Türkiye'de bir gerginlik varsa bunun en önemli nedeni doğru dürüst bir muhalefet partisinin henüz ülkemiz siyasi hayatını teşrif etmemesindendir.
Yoksa 13 yıldır, muhafazakar, laik, Sünni, Alevi, Türk, Kürt seçmeden herkesin hayatını pozitif olarak değiştiren reform süreci değil.
Bu reform sürecinin mimarı olan AK Parti ise hiç değil.
Bu nedenle helalleşmek gerekirse, açıkçası muhafazakar kitlenin epey hakkı geçti diğer kesimlere. 2002'den önceki süreçte ise seksen yıllık dönemde geçen hak öyle böyle değil. Hesaba oturursak onun altından kalkılması pek mümkün olmaz.

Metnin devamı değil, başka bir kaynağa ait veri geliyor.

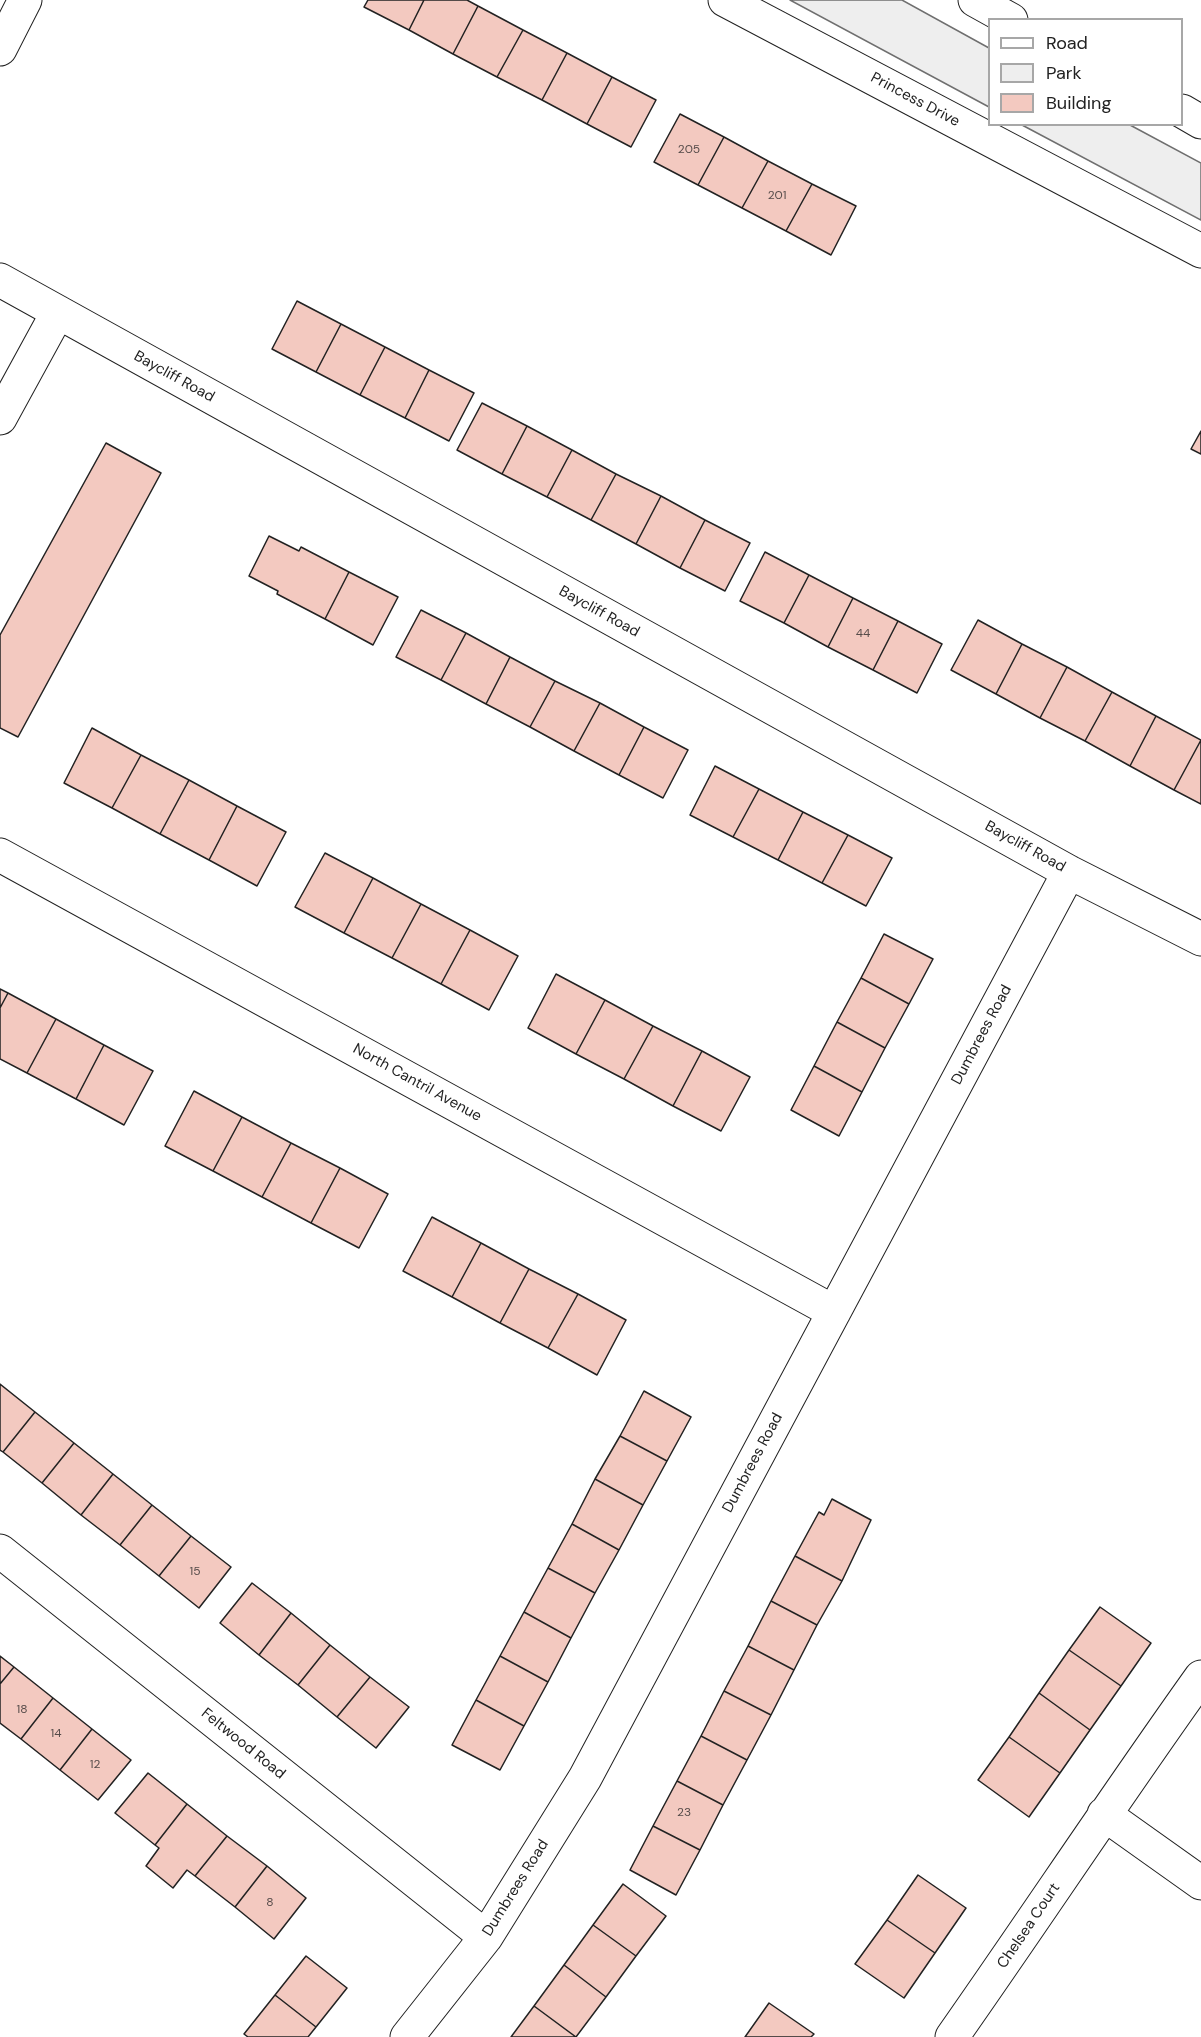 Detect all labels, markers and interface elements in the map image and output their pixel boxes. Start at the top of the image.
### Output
legend [988,18,1183,126]
text: Road [1046,31,1088,55]
text: Park [1046,61,1082,85]
street label: Princess Drive [867,69,963,131]
text: Building [1046,91,1111,115]
house number: 205 [678,143,700,157]
house number: 201 [768,189,786,203]
street label: Baycliff Road [131,347,217,407]
street label: Baycliff Road [556,582,642,642]
house number: 44 [856,627,870,641]
street label: Baycliff Road [982,817,1068,877]
street label: Dumbrees Road [948,982,1016,1088]
street label: North Cantril Avenue [350,1040,484,1126]
street label: Dumbrees Road [719,1410,787,1516]
house number: 15 [189,1565,201,1579]
house number: 18 [16,1703,28,1717]
street label: Feltwood Road [197,1705,289,1783]
house number: 14 [50,1727,62,1741]
house number: 12 [90,1758,100,1772]
house number: 23 [677,1806,691,1820]
street label: Dumbrees Road [479,1836,553,1940]
street label: Chelsea Court [994,1880,1064,1972]
house number: 8 [266,1896,274,1910]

Üç yıllık darbe sürecinden sonra, yüzde elli oy almayı başarmış bir siyasi partinin genel başkanı, Sayın Ahmet Davutoğlu, çıkıp “Bu seçimin kaybeden vatandaşı yok, bizim rövanş almak gibi bir derdimiz de yok” diyerek ortaya görülmemiş bir ahlaki tavır koyacak.

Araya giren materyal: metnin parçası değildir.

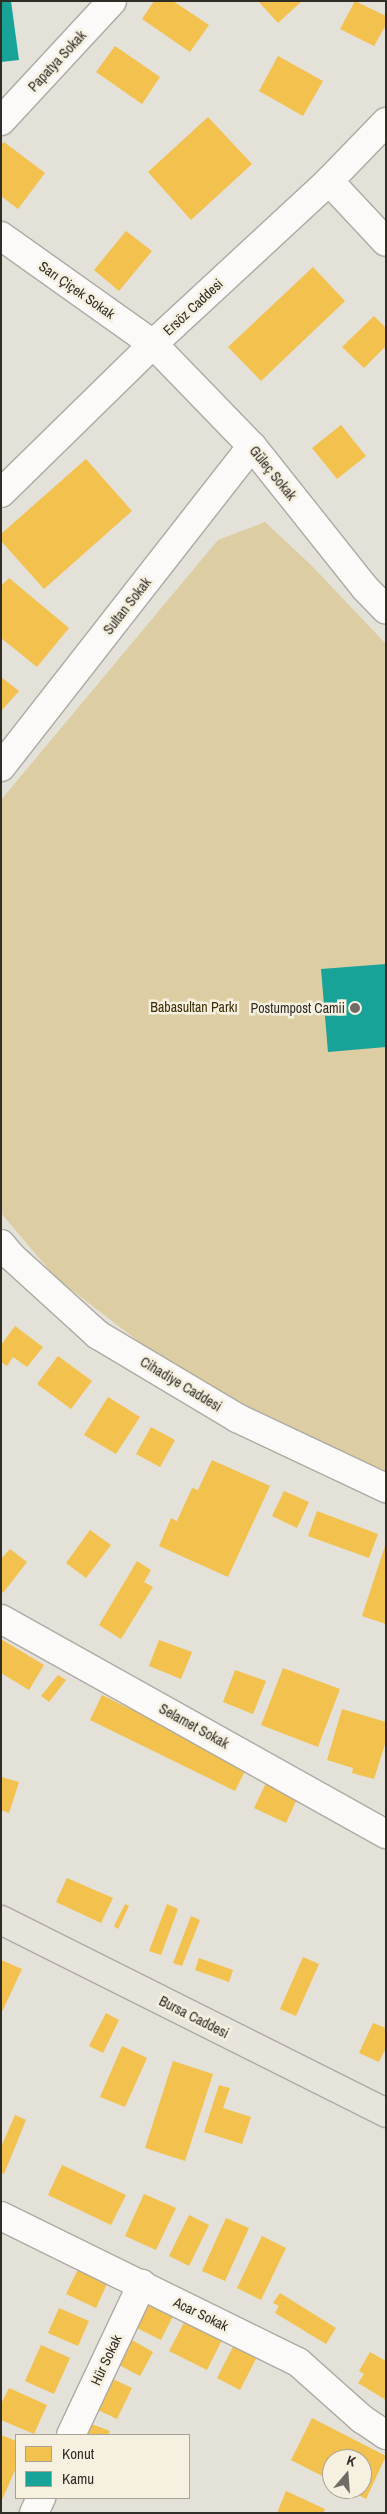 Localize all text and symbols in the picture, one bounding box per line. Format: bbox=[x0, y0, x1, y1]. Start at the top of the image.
street label: Papatya Sokak bbox=[25, 27, 89, 95]
street label: Sarı Çiçek Sokak bbox=[36, 258, 118, 322]
street label: Ersöz Caddesi bbox=[160, 275, 226, 339]
street label: Güleç Sokak bbox=[246, 442, 300, 504]
street label: Sultan Sokak bbox=[100, 574, 154, 638]
park label: Babasultan Parkı bbox=[150, 999, 238, 1015]
place label: Postumpost Camii bbox=[251, 1000, 345, 1016]
marker: Postumpost Camii bbox=[349, 1002, 361, 1014]
street label: Cihadiye Caddesi bbox=[137, 1353, 225, 1415]
street label: Selamet Sokak bbox=[156, 1700, 232, 1752]
street label: Bursa Caddesi bbox=[156, 1992, 232, 2042]
street label: Acar Sokak bbox=[171, 2294, 231, 2334]
street label: Hür Sokak bbox=[87, 2332, 125, 2388]
legend bbox=[15, 2434, 190, 2499]
text: Konut bbox=[62, 2443, 94, 2464]
north arrow bbox=[322, 2449, 372, 2499]
text: K bbox=[345, 2451, 358, 2471]
text: Kamu bbox=[62, 2468, 94, 2489]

Sonra siz de çıkıp helalleşmekten bahsedeceksiniz.
AK Parti'nin toplumun hiçbir kesimi ile bir derdi olmamıştır. Bundan sonra da olmayacaktır.
Ortada bir gerginlik var mıdır? Vardır. Bunun sorumlusu eski Türkiye ittifakının şirretliğidir. Sayın Erdoğan'ı, AK Parti'yi ve muhafazakar kitleleri şeytanlaştıran, ülke görülmemiş bir kalkınma, demokratikleşme hamlesini yaşarken, siyasi partileri, medyaları, STK'ları, odaları ve sendikaları ile beyazı siyah gösterme yönündeki kötücül taktikleridir.
Açıkçası, ben kendimi çokça alacaklı hissediyorum. Ama alacağım umurumda değil. Gölge edilmesin, başka ihsan istemez.
Partileri, medyaları ile tabanlarını kandırmaktan, kışkırtmaktan, çıldırtmaktan vazgeçsinler, yeter.
Seçmen 1 Kasım'da gerginlik, şiddet ve kaos üretenlere büyük bir ders verdi. Normalleşme, barış ve refah istediğini net biçimde ortaya koydu.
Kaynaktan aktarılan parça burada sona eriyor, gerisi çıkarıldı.